Hothorn Torsten, Lausen Berthold, Benner Axel, Radespiel-Tröger Martin
Department of Medical Informatics, Biometry and Epidemiology, Friedrich-Alexander-University, Erlangen-Nuremberg, Waldstrasse 6, D-91054 Erlangen, Germany.
Stat Med. 2004 Jan 15;23(1):77-91. doi: 10.1002/sim.1593.

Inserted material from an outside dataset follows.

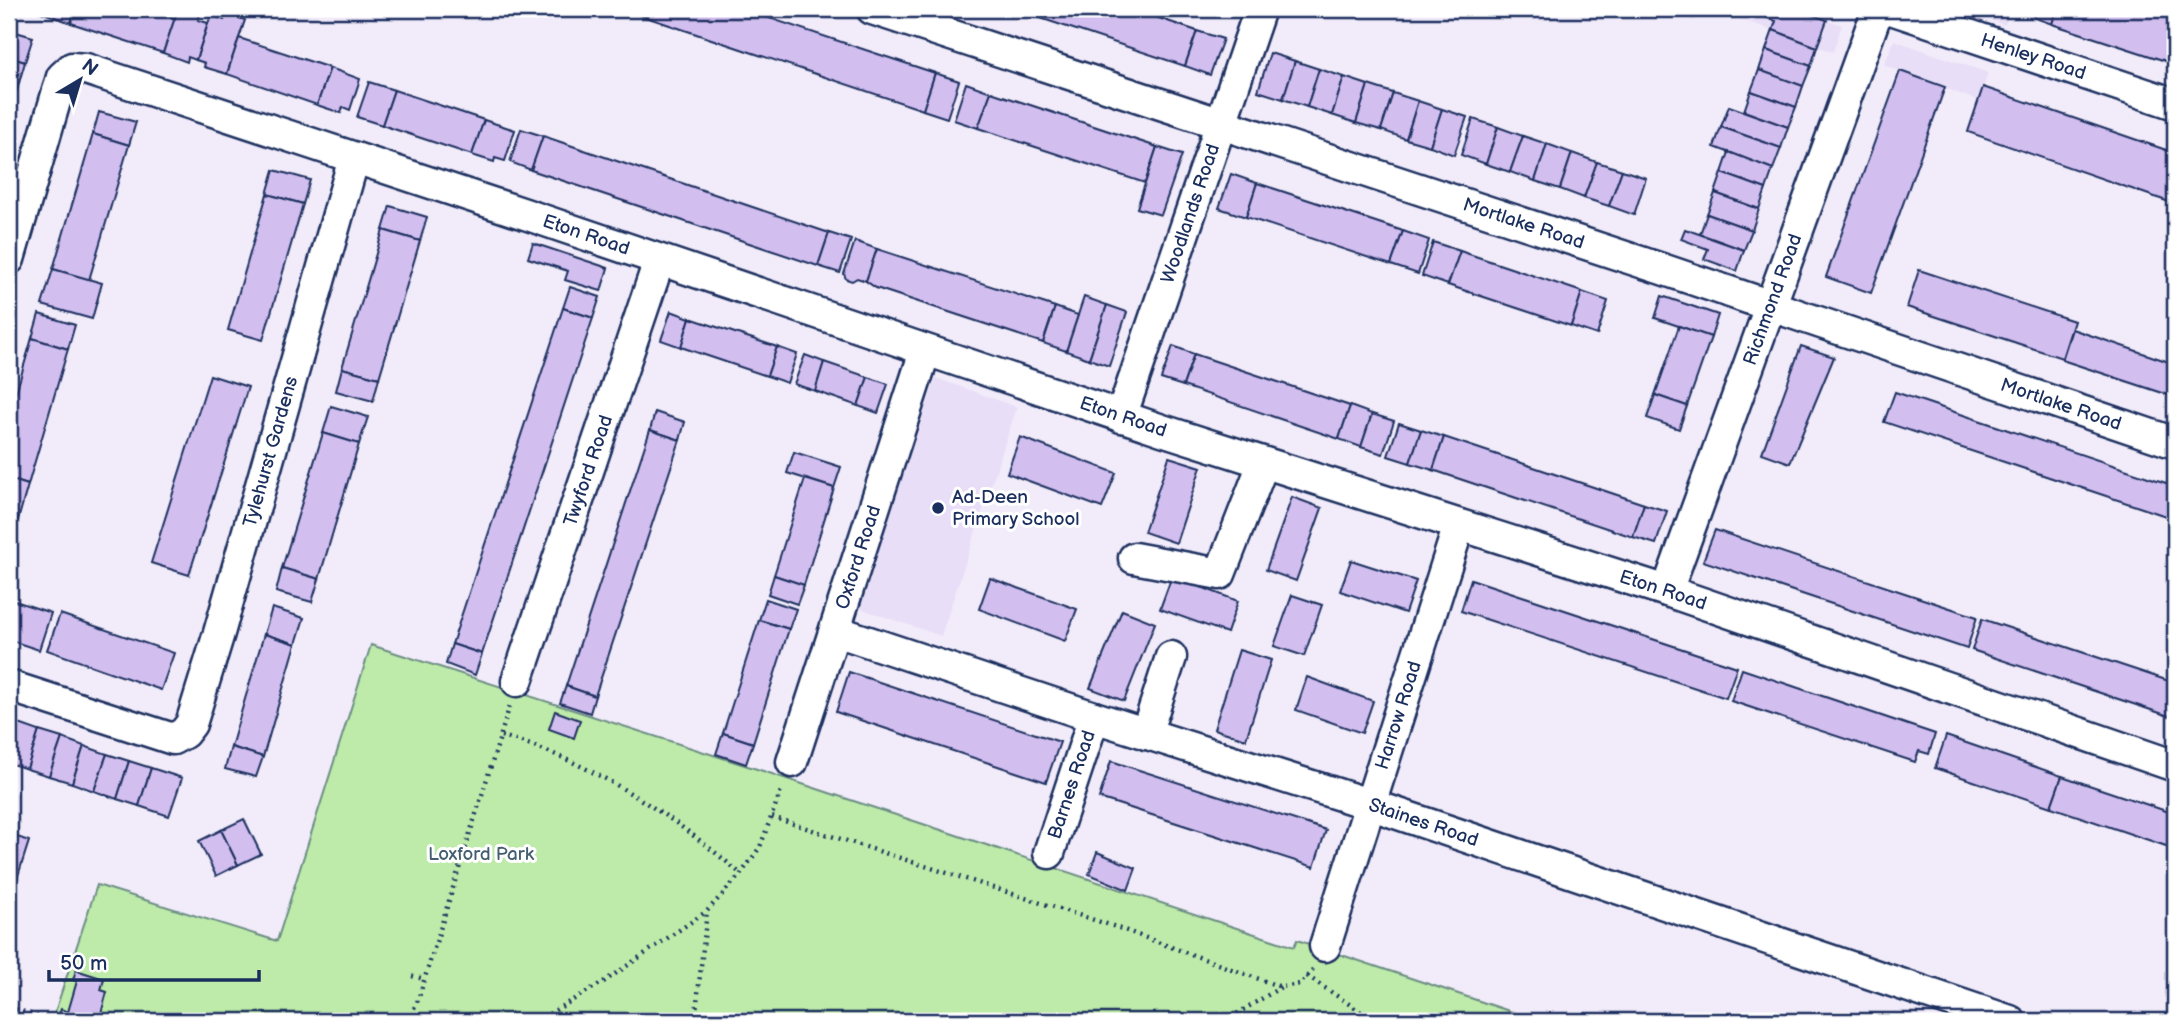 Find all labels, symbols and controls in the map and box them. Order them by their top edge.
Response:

Predicted survival probability functions of censored event free survival are improved by bagging survival trees. We suggest a new method to aggregate survival trees in order to obtain better predictions for breast cancer and lymphoma patients. A set of survival trees based on B bootstrap samples is computed. We define the aggregated Kaplan-Meier curve of a new observation by the Kaplan-Meier curve of all observations identified by the B leaves containing the new observation. The integrated Brier score is used for the evaluation of predictive models. We analyse data of a large trial on node positive breast cancer patients conducted by the German Breast Cancer Study Group and a smaller 'pilot' study on diffuse large B-cell lymphoma, where prognostic factors are derived from microarray expression values. In addition, simulation experiments underline the predictive power of our proposal.
通过对生存树进行装袋,截尾无事件生存的预测生存概率函数得到了改进。我们提出了一种聚合生存树的新方法,以便为乳腺癌和淋巴瘤患者获得更好的预测。计算基于B个自助抽样样本的一组生存树。我们通过包含新观察值的B个叶节点所识别的所有观察值的Kaplan-Meier曲线来定义新观察值的聚合Kaplan-Meier曲线。综合Brier评分用于评估预测模型。我们分析了德国乳腺癌研究组进行的一项关于淋巴结阳性乳腺癌患者的大型试验数据,以及一项关于弥漫性大B细胞淋巴瘤的较小的“试点”研究数据,其中预后因素来自微阵列表达值。此外,模拟实验强调了我们提议的预测能力。